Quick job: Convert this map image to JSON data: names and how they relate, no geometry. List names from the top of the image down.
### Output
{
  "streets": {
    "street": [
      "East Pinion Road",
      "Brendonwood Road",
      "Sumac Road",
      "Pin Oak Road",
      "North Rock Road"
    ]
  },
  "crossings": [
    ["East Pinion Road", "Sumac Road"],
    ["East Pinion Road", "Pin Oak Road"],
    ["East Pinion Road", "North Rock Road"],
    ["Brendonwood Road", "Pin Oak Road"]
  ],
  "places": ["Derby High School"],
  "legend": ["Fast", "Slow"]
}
◇ ◇ ◇ ◇
Task brief:
The full listing is to be written out again, exactly as shown.

Output of the task:
Quick job: Convert this map image to JSON data: names and how they relate, no geometry. List names from the top of the image down.
### Output
{
  "streets": {
    "street": [
      "East Pinion Road",
      "Brendonwood Road",
      "Sumac Road",
      "Pin Oak Road",
      "North Rock Road"
    ]
  },
  "crossings": [
    ["East Pinion Road", "Sumac Road"],
    ["East Pinion Road", "Pin Oak Road"],
    ["East Pinion Road", "North Rock Road"],
    ["Brendonwood Road", "Pin Oak Road"]
  ],
  "places": ["Derby High School"],
  "legend": ["Fast", "Slow"]
}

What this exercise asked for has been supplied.